Collected data entries:
-- Opening Marker --
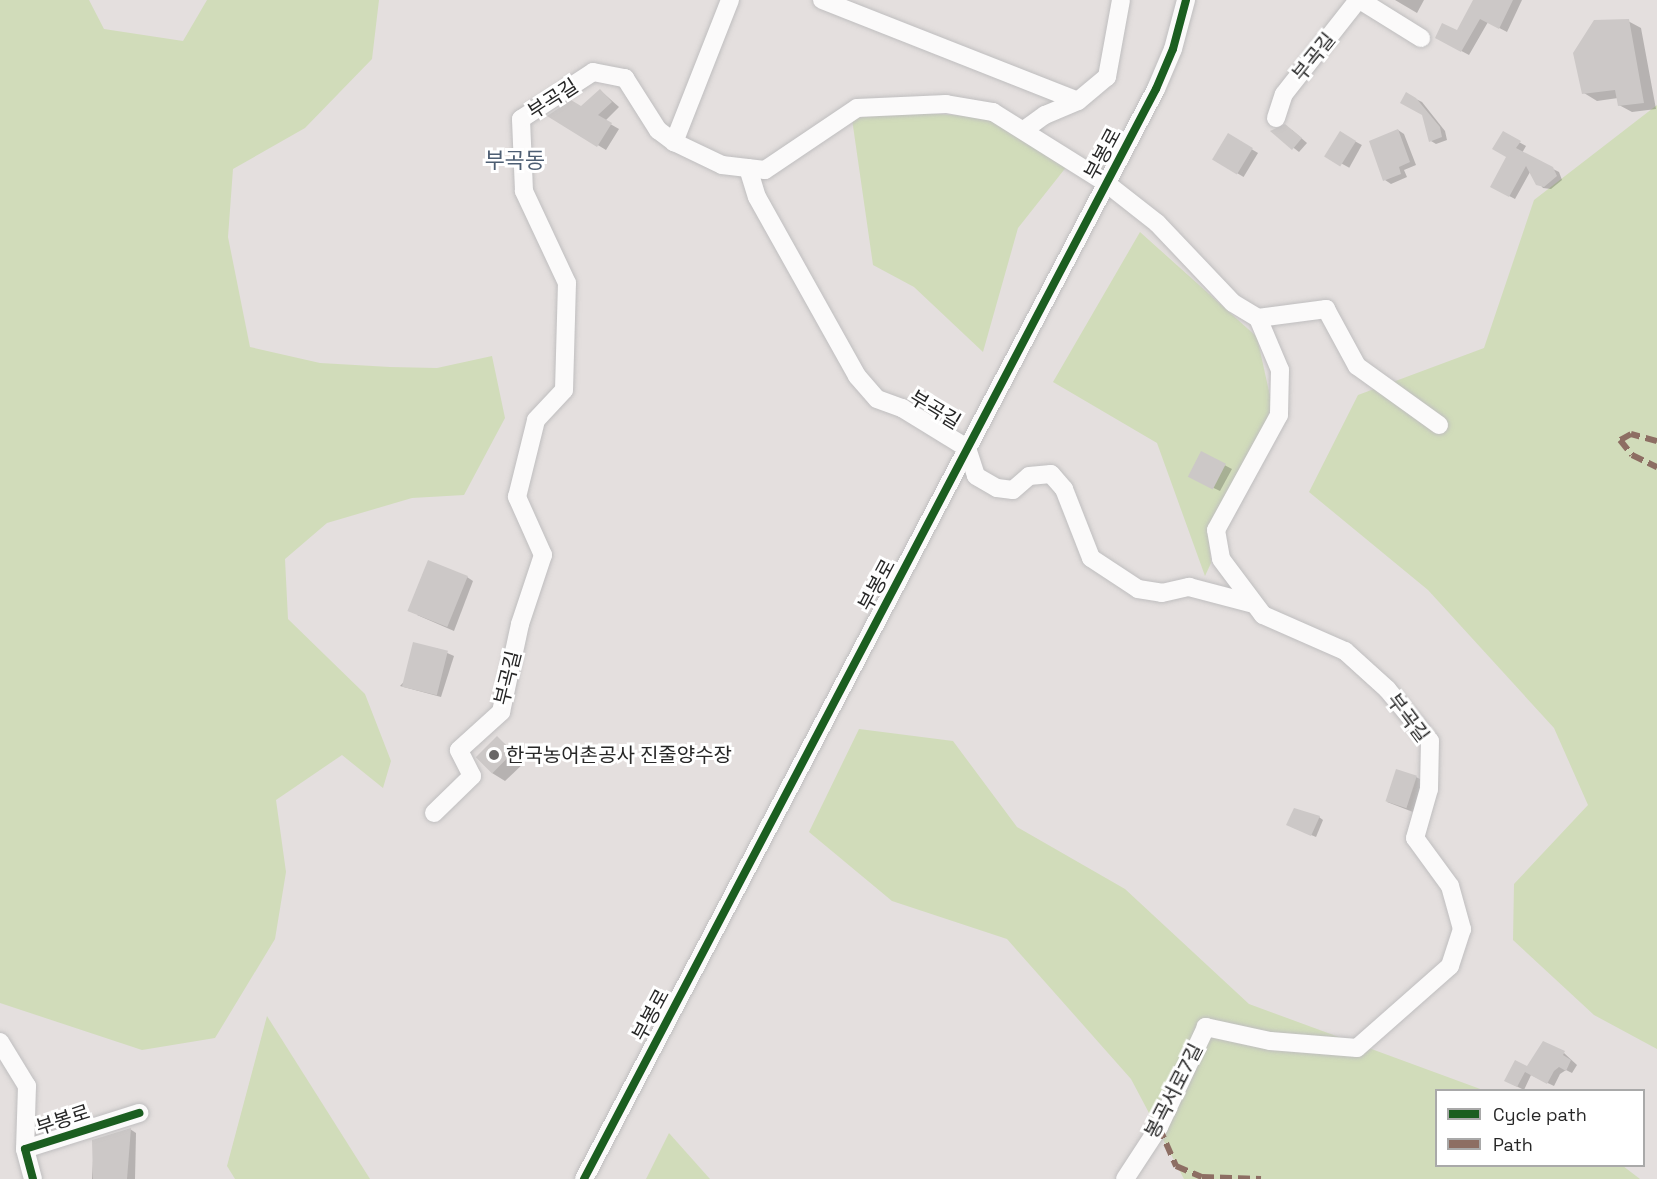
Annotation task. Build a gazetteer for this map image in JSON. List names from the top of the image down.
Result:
{
  "streets": {
    "street": ["부곡길", "부봉로", "봉곡서로7길"]
  },
  "crossings": [
    ["부곡길", "부봉로"],
    ["부곡길", "봉곡서로7길"]
  ],
  "districts": ["부곡동"],
  "places": ["한국농어촌공사 진줄양수장"],
  "legend": ["Cycle path", "Path"]
}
-- Closing Marker --
Task: Copy every record exactly as it appears, apart from any pictures.

Exercise response:
Annotation task. Build a gazetteer for this map image in JSON. List names from the top of the image down.
Result:
{
  "streets": {
    "street": ["부곡길", "부봉로", "봉곡서로7길"]
  },
  "crossings": [
    ["부곡길", "부봉로"],
    ["부곡길", "봉곡서로7길"]
  ],
  "districts": ["부곡동"],
  "places": ["한국농어촌공사 진줄양수장"],
  "legend": ["Cycle path", "Path"]
}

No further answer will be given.